As my name suggests, I am very new to CRM so please bear with me if my terminology is wrong.

I am attempting to utilise the webservices provided by the CRM 2011 SDK to write some data to entities. At the moment, I am merely testing the capabilities, but there are various things I find perplexing.

One is the fact that when a field on an entity is marked as "Business Required", I can create an entity via the webservice SDK without having to provide a value. I can see via this link that this seems to be how it is supposed to work, however, I can't understand why this would be.

I thought that the idea behind the SDK was that it was a consistent mechanism of accessing Entity data and therefore any "constraints" provided on the entity would then be enforced no matter what the mechanism of access (ie. SDK webservice, data import, workflow etc). 
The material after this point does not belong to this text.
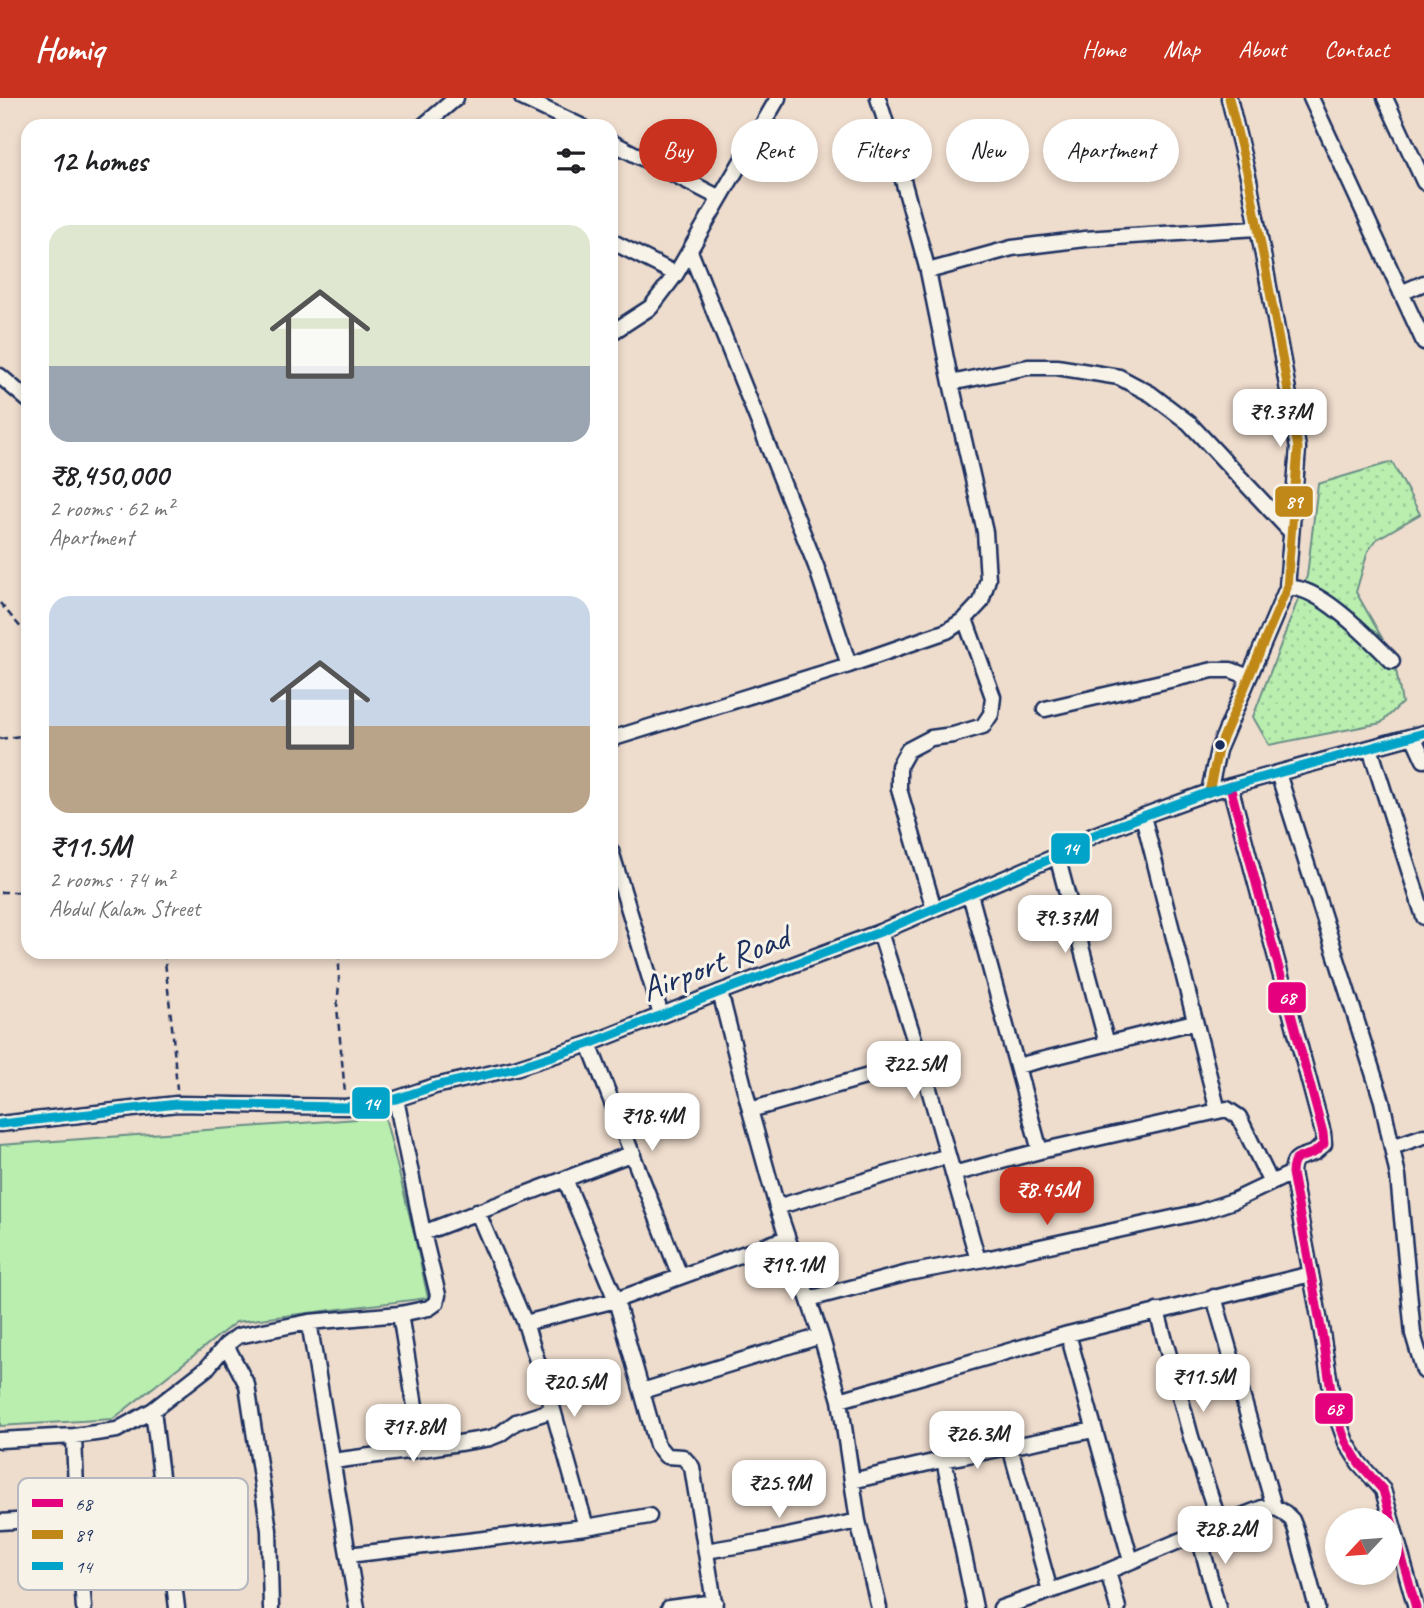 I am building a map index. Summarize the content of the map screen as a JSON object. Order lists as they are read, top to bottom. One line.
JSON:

The reason I wanted to test this was in my quest to work out the best way of enforcing transactional behaviour for CRM access via the webservices. I came across a post indicating that the use of the Entity.RelatedEntities property would help with this. I assumed by creating a "Buiness Required" field and then not providing data would be a good test, but it let the data through. In addition to that, I was using late bound methods of access in the form of;

Entity newEntity = new Entity("my_entity");

newEntity.Attributes["my_field1"] = "ShouldFail2";
newEntity.Attributes["my_name"] = "ShouldFail2";

Entity child = new Entity("my_child");
child.Attributes["my_name_that_does_not_exist"] = "Child name2"; // this attribute actually doesn't exist as a field against the CRM entity.
child.Attributes["my_requiredfield"] = "Child Required Field2";

newEntity.RelatedEntities.Add(new Relationship("my_entity_child"),
                                                       new EntityCollection
                                                               {
                                                                 EntityName = "my_child",
                                                                 Entities = { child }
                                                                });

service.Create(newEntity);

The code above worked fine, even though the attribute I set didn't exist on the entity. Further to that, the field that was defined as the primary field on my Child entity was left blank. I've tried similar things with early bound entities in the hope that there might be some additional properties showing if an entity field was required or not (it certainly limits the fields I can set as they are all properties of my entity). I haven't managed to find anything as of yet.

Given all that, my questions are;

- Can anyone explain why this would have been designed this way ?  (Is there a good reason why the constraint on the required field should only be applicable when using a CRM form)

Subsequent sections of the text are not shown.